▶ [What is being asked]:
The answer must be every line of the records below that contains the word "function".

▶ [Stored items]:
<<<<

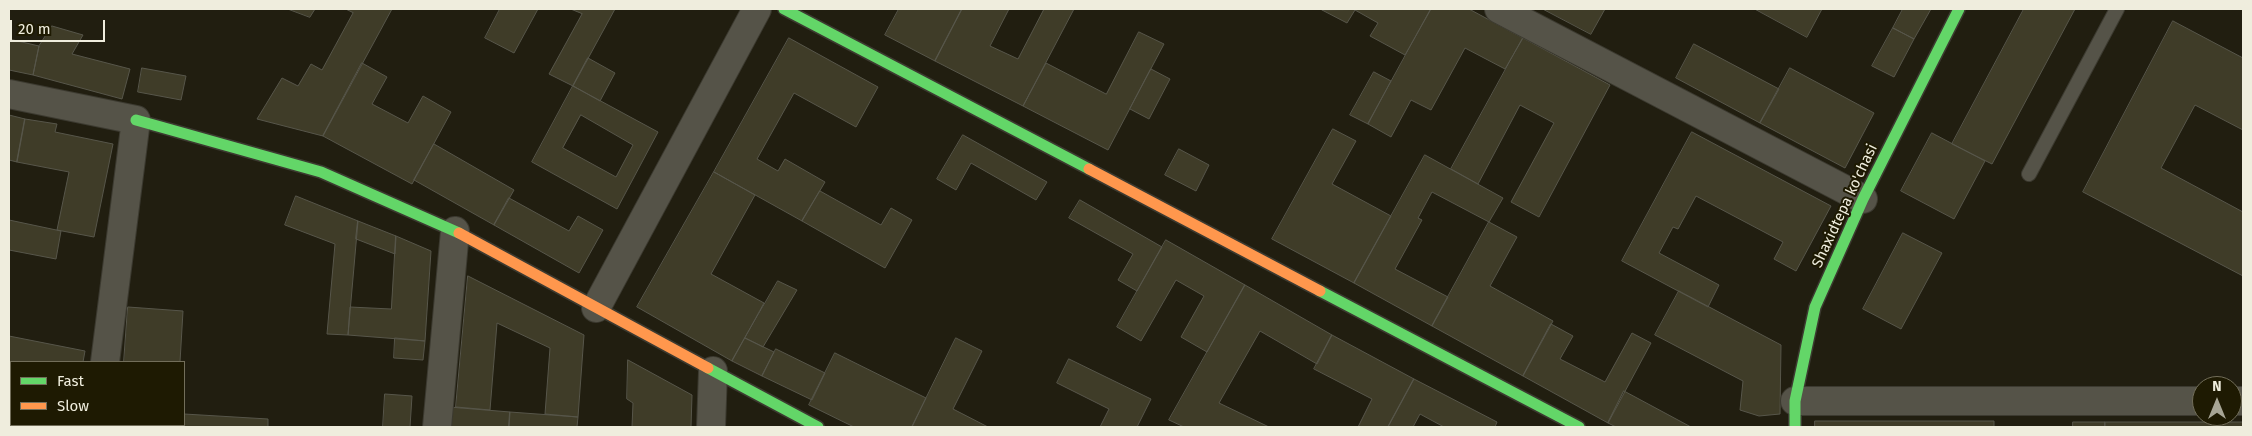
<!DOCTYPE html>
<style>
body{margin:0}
#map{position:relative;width:2252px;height:436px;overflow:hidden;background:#211e10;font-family:"Fira Sans",sans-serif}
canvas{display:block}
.frame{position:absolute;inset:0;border:10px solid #efeddd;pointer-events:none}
.legend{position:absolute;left:10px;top:361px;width:175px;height:65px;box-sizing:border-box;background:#1e1a02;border:1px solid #726e5a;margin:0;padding:6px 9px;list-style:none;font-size:15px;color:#efeddd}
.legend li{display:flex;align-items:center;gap:10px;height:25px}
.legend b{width:25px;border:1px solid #726e5a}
.north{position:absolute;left:2192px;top:376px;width:50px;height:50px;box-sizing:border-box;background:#1e1a02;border:1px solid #726e5a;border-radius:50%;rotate:0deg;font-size:14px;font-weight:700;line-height:20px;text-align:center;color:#efeddd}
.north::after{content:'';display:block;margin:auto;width:18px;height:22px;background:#a7a595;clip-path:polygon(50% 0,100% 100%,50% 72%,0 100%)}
.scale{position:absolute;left:10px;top:20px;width:95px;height:22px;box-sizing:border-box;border:2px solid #efeddd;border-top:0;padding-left:6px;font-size:15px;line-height:18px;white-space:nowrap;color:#efeddd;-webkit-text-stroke:4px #1e1a02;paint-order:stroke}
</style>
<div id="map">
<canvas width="2252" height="436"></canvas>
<div class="frame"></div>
<ul class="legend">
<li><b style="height:6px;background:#63d668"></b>Fast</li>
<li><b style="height:6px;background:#ff974d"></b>Slow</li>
</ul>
<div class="north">N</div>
<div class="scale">20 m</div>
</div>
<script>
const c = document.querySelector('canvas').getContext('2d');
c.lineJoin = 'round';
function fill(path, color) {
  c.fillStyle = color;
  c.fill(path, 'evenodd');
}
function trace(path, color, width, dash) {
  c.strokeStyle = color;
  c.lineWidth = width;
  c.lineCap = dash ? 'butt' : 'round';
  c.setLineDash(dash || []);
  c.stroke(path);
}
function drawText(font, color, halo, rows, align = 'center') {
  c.font = font + ' "Fira Sans",sans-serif';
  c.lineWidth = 4;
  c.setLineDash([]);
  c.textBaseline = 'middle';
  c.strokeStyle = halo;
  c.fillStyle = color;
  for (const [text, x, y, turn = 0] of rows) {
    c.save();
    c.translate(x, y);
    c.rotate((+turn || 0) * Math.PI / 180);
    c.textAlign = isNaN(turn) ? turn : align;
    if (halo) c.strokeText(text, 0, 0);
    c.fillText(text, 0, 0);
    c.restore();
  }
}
const building = new Path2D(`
 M288 9H315L310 17Z
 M346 9H392L323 136 257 119 282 78 298 86 311 64 322 70 353 13Z
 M500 9H538L514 53 485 38Z
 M571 9H615L573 86 549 74 582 14Z
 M899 9H962L935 61 885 35Z
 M962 9H1009L990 46 1018 59 1044 9H1074L1023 106 935 61Z
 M1431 9 1405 55 1370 36 1378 23 1355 10 1347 23 1322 10Z
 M1431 9H1469L1523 38 1505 69 1465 48 1431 110 1411 100 1391 137 1368 124Z
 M1543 9H1605L1591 34Z
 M1755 9H1822L1807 37Z
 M1903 9H1931L1914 39 1893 28Z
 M2024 9H2075L1992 164 1952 144Z
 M2173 21 2243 58V130L2195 105 2161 168 2243 212V276L2083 192Z
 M52 26 83 35 72 54 130 69 122 99 33 75 39 46Z
 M1893 28 1914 39 1894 77 1872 66Z
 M1139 32 1164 44 1108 150 1023 106 1046 63 1106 94Z
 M789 38 878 87 856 127 794 93 757 159 778 171 785 159 825 182 802 221 714 172Z
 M1523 38 1610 85 1539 217 1511 202 1554 123 1520 105 1478 184 1451 169Z
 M9 39 39 46 33 75 9 70Z
 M1694 44 1779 89 1760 123 1676 78Z
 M588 58 615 73 600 101 573 86Z
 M362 63 387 77 372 104 408 123 423 96 451 112 412 184 323 136Z
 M142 68 186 76 181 100 138 92Z
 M1790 68 1874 113 1845 168 1760 123Z
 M1151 69 1170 79 1149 119 1130 109Z
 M1374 72 1391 81 1368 124 1350 115Z
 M573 86 658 132 617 209 532 162ZM581 115 633 145 616 177 563 148Z
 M9 115 25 119 17 162 9 160Z
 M25 119 57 124 55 132 113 144 94 237 57 230 69 172 17 162Z
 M1333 129 1356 141 1332 184 1391 216 1354 283 1272 239Z
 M1692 132 1831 206 1796 271 1774 259 1783 242 1696 196 1678 229 1673 227 1659 253 1719 285 1708 307 1622 261Z
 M1932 133 1985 161 1954 219 1901 191Z
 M963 135 1047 182 1036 200 971 163 956 190 937 179Z
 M434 144 514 190 494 225 414 180Z
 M1179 149 1209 165 1196 191 1165 175Z
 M1425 155 1503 198 1489 222 1432 192 1418 218 1422 220 1395 269 1448 297 1432 326 1354 283Z
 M714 172 755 195 711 274 764 303 732 361 637 307Z
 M820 191 881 225 891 208 912 220 885 268 802 221Z
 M296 196 358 221 348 335 327 334 335 244 285 225Z
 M509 198 569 231 578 216 603 230 579 273 494 225Z
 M1080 200 1162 247 1137 291 1118 280 1133 254 1069 218Z
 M9 220 61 231 56 259 9 250Z
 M358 221 396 236 395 254 356 239Z
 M1489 222 1517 237 1490 286 1553 321 1523 376 1432 326Z
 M1903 233 1942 253 1901 329 1863 309Z
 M396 236 431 251 425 341 348 335 350 307 391 309Z
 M1166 240 1245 285 1207 352 1181 337 1204 296 1176 280 1141 341 1117 327Z
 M468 276 584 335 578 417 545 414 550 348 497 323 490 410 456 407Z
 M778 281 797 290 763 347 745 338Z
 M1245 285 1332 335 1317 364 1260 331 1219 403 1269 427H1184L1169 420Z
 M1679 291 1781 345 1780 414 1759 416 1740 410 1743 381 1655 335Z
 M128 307 183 311 180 362H124Z
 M1551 324 1573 336 1560 359 1605 382 1632 333 1651 343 1608 423 1523 376Z
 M1332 335 1414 379 1388 427H1358L1372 399 1314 369Z
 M9 336 85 351 83 362 9 363Z
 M395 338 425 341 423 360 394 358Z
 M745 338 774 352 762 376 732 361Z
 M956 338 982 351 953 409 988 427H912Z
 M776 349 825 373 812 400 762 376Z
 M835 353 926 398 912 427H854L809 405Z
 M1069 359 1151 399 1137 427H1100L1109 409 1057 383Z
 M628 360 692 395 691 427H632L633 403 627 399Z
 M1414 379 1497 422 1495 427H1444L1420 414 1413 427H1388Z
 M1624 391 1691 427H1616L1608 423Z
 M385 394 412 396 410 427H383Z
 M449 407 510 412 509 427H447Z
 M510 412 578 417 577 427H509Z
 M184 414 268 419V427H120V425H184Z
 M1815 421H1994V427H1815Z
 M2073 422H2105V427H2073Z
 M2105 422H2243V427H2105Z`);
const lane = new Path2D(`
 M2029 174 2117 9`);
const street = new Path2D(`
 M1499 9 1863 199
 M9 94 136 120 105 362
 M596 308 757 9
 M1795 401H2202
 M2232 401H2243
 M96 427 97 425
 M437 427 455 231
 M711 427 713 371`);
const fast = new Path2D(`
 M784 9 1089 169
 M136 120 321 172 459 233
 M1320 291 1579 427
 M708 368 818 427
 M1795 427V401L1815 307 1863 199 1959 9`);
const slow = new Path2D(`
 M1089 169 1320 291
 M459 233 708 368`);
const streetNames = [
 ["Shaxidtepa ko'chasi",1845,206,-65]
];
fill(building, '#3f3c28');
trace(building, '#57564a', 1);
trace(lane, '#3c3a30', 16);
trace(street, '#3c3a30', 30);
trace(fast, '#3c3a30', 14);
trace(slow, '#3c3a30', 14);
trace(lane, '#555348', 14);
trace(street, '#555348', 28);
trace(fast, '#63d668', 11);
trace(slow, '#ff974d', 11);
drawText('15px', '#efeddd', '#1e1a02', streetNames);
</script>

>>>>

▶ [Written solution]:
function fill(path, color) {
function trace(path, color, width, dash) {
function drawText(font, color, halo, rows, align = 'center') {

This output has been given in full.